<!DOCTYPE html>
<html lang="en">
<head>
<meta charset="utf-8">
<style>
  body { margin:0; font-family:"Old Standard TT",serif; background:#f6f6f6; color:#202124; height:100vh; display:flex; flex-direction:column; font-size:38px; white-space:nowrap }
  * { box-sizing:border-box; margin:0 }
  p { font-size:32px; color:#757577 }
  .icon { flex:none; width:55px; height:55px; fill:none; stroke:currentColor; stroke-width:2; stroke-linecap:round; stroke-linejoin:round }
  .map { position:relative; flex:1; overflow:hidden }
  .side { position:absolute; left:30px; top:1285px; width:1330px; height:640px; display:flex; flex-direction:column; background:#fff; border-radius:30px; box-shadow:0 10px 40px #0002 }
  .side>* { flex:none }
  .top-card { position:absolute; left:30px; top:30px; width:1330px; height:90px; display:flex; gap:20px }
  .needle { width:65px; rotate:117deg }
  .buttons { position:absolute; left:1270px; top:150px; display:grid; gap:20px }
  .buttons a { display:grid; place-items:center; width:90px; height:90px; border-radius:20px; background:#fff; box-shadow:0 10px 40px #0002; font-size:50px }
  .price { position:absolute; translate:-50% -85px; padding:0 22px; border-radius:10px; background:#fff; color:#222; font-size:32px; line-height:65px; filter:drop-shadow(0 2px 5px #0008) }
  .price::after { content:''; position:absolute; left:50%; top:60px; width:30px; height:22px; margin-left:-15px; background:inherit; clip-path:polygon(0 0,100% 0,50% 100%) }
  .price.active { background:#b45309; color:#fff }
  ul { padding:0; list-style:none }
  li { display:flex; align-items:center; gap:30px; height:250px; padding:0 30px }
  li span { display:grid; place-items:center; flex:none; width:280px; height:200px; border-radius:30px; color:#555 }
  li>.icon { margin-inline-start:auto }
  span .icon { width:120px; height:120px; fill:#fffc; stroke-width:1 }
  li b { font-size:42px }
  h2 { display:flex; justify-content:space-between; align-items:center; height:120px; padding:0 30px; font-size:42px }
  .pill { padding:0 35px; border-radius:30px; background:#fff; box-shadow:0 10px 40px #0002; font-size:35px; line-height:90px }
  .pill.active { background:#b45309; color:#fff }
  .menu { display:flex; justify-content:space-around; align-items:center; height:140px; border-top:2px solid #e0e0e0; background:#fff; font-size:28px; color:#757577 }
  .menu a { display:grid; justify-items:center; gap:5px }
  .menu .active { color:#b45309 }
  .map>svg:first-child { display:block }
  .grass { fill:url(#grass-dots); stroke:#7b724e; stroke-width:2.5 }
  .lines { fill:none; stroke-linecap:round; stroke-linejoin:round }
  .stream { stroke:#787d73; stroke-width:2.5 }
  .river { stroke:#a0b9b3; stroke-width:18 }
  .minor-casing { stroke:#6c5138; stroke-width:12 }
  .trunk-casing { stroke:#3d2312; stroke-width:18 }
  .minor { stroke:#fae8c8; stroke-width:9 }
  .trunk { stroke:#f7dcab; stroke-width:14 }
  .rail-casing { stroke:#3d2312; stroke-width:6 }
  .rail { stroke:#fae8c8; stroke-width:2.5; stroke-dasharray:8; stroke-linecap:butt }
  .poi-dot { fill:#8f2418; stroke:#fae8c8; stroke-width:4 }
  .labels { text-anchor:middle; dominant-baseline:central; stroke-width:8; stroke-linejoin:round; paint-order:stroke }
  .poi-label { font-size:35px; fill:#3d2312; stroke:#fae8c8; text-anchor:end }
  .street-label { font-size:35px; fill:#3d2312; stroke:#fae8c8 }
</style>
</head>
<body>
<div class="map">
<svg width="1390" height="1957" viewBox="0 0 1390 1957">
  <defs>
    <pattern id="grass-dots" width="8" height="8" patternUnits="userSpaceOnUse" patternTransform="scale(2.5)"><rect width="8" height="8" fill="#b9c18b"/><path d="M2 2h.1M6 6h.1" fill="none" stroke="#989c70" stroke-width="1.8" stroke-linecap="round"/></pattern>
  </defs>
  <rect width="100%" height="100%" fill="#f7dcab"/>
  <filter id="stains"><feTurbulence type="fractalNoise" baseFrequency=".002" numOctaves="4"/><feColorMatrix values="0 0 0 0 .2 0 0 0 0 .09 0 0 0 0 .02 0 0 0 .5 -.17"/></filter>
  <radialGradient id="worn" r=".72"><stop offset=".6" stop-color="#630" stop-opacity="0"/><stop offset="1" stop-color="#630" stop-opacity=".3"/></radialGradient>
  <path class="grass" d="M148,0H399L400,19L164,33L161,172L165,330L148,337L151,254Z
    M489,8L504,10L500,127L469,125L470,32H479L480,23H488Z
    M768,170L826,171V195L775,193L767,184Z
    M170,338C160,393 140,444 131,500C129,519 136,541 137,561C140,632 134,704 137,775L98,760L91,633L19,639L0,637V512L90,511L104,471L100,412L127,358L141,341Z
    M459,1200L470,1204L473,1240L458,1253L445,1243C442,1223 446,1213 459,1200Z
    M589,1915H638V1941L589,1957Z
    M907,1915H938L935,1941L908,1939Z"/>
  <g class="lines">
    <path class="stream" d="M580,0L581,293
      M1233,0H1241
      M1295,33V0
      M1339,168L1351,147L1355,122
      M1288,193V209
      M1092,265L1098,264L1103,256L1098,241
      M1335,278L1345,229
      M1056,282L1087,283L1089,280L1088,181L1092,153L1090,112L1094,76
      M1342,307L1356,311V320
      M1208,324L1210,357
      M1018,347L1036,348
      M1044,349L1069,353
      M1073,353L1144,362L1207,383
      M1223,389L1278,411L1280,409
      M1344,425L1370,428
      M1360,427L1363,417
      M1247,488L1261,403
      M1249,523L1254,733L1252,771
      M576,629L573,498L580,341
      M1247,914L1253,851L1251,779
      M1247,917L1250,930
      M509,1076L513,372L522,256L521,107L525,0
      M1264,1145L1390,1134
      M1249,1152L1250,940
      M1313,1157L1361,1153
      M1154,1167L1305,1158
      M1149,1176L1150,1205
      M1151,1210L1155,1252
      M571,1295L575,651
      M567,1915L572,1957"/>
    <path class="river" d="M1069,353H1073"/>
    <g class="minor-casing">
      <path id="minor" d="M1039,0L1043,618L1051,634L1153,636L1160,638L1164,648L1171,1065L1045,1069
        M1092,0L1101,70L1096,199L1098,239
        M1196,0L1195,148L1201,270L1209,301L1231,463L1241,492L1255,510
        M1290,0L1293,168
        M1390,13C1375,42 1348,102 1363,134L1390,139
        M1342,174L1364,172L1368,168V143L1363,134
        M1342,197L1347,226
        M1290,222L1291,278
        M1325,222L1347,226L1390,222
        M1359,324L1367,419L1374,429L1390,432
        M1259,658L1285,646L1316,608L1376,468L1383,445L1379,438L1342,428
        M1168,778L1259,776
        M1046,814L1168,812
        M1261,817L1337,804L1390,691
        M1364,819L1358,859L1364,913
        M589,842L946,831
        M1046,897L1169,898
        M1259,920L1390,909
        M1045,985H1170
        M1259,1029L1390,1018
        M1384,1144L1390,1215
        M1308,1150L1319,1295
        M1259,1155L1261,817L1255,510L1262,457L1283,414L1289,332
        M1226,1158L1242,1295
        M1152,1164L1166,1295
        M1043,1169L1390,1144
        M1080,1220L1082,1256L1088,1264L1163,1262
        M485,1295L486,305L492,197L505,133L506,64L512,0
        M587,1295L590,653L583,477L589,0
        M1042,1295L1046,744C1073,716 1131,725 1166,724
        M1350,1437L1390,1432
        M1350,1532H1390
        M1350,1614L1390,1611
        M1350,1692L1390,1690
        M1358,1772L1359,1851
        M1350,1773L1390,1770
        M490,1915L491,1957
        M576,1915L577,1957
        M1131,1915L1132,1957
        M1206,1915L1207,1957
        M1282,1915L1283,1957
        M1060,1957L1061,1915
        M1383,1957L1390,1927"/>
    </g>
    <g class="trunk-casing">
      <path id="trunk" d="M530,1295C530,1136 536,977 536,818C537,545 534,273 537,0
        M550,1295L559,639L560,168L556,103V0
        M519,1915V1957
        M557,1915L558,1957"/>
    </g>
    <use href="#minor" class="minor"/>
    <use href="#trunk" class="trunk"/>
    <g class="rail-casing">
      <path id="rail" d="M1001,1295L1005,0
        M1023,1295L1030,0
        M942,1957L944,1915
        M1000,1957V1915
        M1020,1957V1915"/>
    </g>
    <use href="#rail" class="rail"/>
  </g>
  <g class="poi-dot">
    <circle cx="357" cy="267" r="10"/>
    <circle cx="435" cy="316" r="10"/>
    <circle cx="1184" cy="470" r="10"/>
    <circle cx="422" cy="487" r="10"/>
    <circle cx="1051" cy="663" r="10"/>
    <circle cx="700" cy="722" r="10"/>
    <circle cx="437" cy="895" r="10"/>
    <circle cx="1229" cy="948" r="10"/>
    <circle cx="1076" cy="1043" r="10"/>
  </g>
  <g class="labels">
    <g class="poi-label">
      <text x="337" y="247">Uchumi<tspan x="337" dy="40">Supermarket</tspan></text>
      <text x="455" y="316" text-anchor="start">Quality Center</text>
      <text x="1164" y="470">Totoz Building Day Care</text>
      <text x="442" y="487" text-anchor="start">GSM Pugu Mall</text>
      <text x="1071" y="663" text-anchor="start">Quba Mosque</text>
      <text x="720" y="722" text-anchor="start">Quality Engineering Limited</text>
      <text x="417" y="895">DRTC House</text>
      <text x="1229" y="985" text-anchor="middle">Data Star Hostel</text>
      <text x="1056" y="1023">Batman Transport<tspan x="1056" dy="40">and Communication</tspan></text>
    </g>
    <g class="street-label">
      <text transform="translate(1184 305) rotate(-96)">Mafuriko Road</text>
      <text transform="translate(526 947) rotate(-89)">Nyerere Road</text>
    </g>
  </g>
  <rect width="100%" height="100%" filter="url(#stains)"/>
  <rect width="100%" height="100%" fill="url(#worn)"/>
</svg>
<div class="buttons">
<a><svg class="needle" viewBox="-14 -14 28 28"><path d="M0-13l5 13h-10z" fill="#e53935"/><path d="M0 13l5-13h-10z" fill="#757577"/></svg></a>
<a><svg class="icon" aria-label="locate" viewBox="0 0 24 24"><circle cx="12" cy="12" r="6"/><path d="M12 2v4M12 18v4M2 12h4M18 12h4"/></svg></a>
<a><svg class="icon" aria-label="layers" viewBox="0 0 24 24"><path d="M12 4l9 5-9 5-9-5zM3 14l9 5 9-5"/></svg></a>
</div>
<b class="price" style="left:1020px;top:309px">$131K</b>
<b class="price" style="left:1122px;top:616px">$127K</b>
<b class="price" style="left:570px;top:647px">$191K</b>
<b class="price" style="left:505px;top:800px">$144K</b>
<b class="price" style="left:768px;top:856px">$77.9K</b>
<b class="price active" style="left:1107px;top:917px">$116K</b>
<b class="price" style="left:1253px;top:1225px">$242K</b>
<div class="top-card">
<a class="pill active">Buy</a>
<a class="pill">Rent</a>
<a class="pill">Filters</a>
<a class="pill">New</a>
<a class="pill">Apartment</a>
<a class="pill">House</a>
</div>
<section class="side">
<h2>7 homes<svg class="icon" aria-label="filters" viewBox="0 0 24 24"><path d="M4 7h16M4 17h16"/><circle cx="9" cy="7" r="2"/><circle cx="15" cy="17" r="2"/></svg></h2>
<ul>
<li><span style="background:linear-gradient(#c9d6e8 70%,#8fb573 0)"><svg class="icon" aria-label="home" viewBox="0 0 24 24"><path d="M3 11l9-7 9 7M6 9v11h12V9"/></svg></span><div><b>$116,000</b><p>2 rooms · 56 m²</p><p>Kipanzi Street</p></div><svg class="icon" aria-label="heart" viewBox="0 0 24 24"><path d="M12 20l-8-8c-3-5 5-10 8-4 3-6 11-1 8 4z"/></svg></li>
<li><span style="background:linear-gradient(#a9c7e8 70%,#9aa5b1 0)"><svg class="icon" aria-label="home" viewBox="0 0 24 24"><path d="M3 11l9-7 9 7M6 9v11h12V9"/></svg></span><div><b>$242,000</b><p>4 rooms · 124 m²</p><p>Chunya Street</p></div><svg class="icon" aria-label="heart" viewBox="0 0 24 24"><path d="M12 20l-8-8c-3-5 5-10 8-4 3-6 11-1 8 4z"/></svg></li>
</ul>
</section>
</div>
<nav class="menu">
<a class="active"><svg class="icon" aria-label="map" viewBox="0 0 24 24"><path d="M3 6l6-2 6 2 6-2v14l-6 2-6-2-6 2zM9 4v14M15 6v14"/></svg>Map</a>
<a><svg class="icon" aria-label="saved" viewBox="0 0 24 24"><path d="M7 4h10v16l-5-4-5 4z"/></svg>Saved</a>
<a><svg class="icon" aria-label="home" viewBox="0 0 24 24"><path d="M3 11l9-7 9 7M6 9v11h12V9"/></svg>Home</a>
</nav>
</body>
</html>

● ● ● ● ● ● ●

Problem statement:
From the data above, reproduce word for word the lines running from the line with "M509,1076L513,372L522,256L521,107L525,0" to the line with "M1046,897L1169,898", ends included.

Problem solution:
      M509,1076L513,372L522,256L521,107L525,0
      M1264,1145L1390,1134
      M1249,1152L1250,940
      M1313,1157L1361,1153
      M1154,1167L1305,1158
      M1149,1176L1150,1205
      M1151,1210L1155,1252
      M571,1295L575,651
      M567,1915L572,1957"/>
    <path class="river" d="M1069,353H1073"/>
    <g class="minor-casing">
      <path id="minor" d="M1039,0L1043,618L1051,634L1153,636L1160,638L1164,648L1171,1065L1045,1069
        M1092,0L1101,70L1096,199L1098,239
        M1196,0L1195,148L1201,270L1209,301L1231,463L1241,492L1255,510
        M1290,0L1293,168
        M1390,13C1375,42 1348,102 1363,134L1390,139
        M1342,174L1364,172L1368,168V143L1363,134
        M1342,197L1347,226
        M1290,222L1291,278
        M1325,222L1347,226L1390,222
        M1359,324L1367,419L1374,429L1390,432
        M1259,658L1285,646L1316,608L1376,468L1383,445L1379,438L1342,428
        M1168,778L1259,776
        M1046,814L1168,812
        M1261,817L1337,804L1390,691
        M1364,819L1358,859L1364,913
        M589,842L946,831
        M1046,897L1169,898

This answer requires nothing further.